● Task requirements
Go line by line through the entries and show those that hold the string "СУВОРОВСКАЯ".
(Exercise inputs begins)
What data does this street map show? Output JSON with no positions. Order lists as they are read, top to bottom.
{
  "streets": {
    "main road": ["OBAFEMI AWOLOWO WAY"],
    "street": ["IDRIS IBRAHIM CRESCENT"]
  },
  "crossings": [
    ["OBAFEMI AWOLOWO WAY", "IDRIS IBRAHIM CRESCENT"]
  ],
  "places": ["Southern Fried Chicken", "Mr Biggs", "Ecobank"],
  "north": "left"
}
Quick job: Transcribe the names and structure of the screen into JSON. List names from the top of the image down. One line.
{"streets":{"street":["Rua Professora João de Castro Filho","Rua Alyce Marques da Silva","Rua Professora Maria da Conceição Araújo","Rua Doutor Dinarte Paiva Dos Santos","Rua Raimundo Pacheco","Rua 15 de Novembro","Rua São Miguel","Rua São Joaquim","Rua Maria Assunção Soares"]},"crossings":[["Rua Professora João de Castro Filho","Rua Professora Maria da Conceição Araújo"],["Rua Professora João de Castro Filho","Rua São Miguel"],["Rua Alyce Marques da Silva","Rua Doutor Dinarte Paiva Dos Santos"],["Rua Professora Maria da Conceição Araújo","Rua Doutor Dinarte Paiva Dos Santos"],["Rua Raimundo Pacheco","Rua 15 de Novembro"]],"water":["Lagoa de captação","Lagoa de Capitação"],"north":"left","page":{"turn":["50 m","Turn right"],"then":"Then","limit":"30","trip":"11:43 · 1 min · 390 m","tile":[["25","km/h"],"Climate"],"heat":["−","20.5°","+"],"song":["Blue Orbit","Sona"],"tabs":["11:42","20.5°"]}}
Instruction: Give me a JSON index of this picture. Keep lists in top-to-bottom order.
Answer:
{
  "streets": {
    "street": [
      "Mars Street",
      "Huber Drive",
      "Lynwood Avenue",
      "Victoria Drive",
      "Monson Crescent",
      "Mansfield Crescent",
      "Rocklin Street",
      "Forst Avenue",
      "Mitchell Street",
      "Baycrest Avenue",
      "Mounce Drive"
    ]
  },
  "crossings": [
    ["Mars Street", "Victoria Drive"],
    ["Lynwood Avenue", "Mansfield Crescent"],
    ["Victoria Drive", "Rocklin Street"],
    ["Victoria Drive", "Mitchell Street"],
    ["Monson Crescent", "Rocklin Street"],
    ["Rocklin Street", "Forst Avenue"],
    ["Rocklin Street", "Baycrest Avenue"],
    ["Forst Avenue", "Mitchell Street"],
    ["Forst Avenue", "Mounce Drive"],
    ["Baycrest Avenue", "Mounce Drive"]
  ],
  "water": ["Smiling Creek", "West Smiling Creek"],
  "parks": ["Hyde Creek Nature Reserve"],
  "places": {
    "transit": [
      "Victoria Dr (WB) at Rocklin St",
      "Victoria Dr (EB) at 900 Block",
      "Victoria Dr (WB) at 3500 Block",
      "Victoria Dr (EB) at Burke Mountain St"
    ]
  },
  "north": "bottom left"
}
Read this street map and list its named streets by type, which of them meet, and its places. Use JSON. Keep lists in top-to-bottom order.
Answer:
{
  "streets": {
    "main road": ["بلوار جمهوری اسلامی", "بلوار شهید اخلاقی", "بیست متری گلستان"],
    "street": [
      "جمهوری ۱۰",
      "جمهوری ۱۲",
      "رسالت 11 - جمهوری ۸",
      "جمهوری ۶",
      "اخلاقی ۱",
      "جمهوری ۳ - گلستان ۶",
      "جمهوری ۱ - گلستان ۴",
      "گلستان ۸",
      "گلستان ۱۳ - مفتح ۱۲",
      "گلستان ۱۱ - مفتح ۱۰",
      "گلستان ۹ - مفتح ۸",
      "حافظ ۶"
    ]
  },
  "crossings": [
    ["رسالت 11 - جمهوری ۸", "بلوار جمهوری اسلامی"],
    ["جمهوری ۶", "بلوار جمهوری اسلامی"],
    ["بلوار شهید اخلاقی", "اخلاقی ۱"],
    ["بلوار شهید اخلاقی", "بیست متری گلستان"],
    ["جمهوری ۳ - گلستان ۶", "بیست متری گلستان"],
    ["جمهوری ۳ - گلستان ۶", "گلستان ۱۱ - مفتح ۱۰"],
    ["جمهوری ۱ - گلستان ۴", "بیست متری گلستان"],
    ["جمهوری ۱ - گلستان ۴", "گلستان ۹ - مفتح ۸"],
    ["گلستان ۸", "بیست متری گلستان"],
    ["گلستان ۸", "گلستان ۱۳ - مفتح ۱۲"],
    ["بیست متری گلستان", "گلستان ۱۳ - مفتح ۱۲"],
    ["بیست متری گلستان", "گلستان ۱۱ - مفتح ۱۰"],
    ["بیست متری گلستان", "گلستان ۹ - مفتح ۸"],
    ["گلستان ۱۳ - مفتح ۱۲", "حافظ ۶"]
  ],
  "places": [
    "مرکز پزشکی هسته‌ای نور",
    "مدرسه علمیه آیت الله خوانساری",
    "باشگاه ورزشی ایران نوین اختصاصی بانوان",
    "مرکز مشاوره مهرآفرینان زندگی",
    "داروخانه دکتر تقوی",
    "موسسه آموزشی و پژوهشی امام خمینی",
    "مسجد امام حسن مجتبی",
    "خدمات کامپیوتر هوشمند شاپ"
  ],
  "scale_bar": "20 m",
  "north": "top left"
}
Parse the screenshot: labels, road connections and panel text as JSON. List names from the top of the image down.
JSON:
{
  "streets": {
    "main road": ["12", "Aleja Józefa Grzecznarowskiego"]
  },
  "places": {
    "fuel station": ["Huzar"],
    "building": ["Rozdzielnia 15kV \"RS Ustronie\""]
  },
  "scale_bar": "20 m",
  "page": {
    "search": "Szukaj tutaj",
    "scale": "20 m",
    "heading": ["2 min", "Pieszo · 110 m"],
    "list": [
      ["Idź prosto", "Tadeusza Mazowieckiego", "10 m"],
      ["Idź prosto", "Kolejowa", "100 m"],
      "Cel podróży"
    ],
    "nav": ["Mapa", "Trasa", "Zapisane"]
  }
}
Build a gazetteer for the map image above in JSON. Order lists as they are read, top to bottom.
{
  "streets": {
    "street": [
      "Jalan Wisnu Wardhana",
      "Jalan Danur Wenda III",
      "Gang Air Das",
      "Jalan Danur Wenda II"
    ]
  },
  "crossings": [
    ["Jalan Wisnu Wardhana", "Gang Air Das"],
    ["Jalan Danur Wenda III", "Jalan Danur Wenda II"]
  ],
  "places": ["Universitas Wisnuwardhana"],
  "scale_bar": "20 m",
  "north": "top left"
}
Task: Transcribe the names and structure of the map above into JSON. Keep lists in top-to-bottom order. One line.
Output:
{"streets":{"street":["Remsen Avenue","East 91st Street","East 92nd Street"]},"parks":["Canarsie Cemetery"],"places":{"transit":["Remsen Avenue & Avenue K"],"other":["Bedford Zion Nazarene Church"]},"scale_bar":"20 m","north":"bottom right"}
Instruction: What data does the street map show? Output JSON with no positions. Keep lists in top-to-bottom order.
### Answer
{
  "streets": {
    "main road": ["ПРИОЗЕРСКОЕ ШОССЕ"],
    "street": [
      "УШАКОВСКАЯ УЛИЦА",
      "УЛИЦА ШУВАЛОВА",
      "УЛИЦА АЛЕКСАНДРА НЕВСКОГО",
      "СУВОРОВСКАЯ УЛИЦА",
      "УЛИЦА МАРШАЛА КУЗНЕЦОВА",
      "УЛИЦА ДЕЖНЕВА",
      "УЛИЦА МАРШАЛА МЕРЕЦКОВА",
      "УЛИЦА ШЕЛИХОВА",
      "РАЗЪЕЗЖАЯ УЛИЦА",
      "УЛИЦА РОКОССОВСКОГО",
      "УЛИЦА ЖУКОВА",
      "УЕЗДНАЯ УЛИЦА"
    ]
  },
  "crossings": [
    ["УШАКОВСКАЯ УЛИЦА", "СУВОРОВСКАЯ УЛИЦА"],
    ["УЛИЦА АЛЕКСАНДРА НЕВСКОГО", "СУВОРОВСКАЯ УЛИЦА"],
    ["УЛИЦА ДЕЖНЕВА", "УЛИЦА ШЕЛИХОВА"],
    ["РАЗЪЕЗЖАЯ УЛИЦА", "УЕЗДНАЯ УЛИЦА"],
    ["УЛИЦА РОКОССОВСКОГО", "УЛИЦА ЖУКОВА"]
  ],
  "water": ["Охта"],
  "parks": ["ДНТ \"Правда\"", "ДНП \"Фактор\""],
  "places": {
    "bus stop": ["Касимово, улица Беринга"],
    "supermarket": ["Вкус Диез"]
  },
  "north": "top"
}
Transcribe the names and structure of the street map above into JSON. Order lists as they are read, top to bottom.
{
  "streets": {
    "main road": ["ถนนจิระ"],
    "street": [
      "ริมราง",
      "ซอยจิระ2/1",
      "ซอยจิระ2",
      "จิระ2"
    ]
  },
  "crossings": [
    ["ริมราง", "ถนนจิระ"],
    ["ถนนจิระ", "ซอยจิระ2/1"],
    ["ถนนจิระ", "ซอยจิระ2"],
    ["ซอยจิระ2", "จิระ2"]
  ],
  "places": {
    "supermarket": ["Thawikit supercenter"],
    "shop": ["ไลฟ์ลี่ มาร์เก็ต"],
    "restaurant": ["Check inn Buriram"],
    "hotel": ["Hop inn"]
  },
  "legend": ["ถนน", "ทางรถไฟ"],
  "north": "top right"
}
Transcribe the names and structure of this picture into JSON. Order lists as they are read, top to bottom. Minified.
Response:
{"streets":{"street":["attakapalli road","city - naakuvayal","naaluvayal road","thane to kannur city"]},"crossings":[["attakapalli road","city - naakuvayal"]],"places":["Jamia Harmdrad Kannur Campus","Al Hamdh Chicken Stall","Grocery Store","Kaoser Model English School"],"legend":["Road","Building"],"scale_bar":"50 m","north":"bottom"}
(Exercise inputs ends)
● Result of the task
      "СУВОРОВСКАЯ УЛИЦА",
    ["УШАКОВСКАЯ УЛИЦА", "СУВОРОВСКАЯ УЛИЦА"],
    ["УЛИЦА АЛЕКСАНДРА НЕВСКОГО", "СУВОРОВСКАЯ УЛИЦА"],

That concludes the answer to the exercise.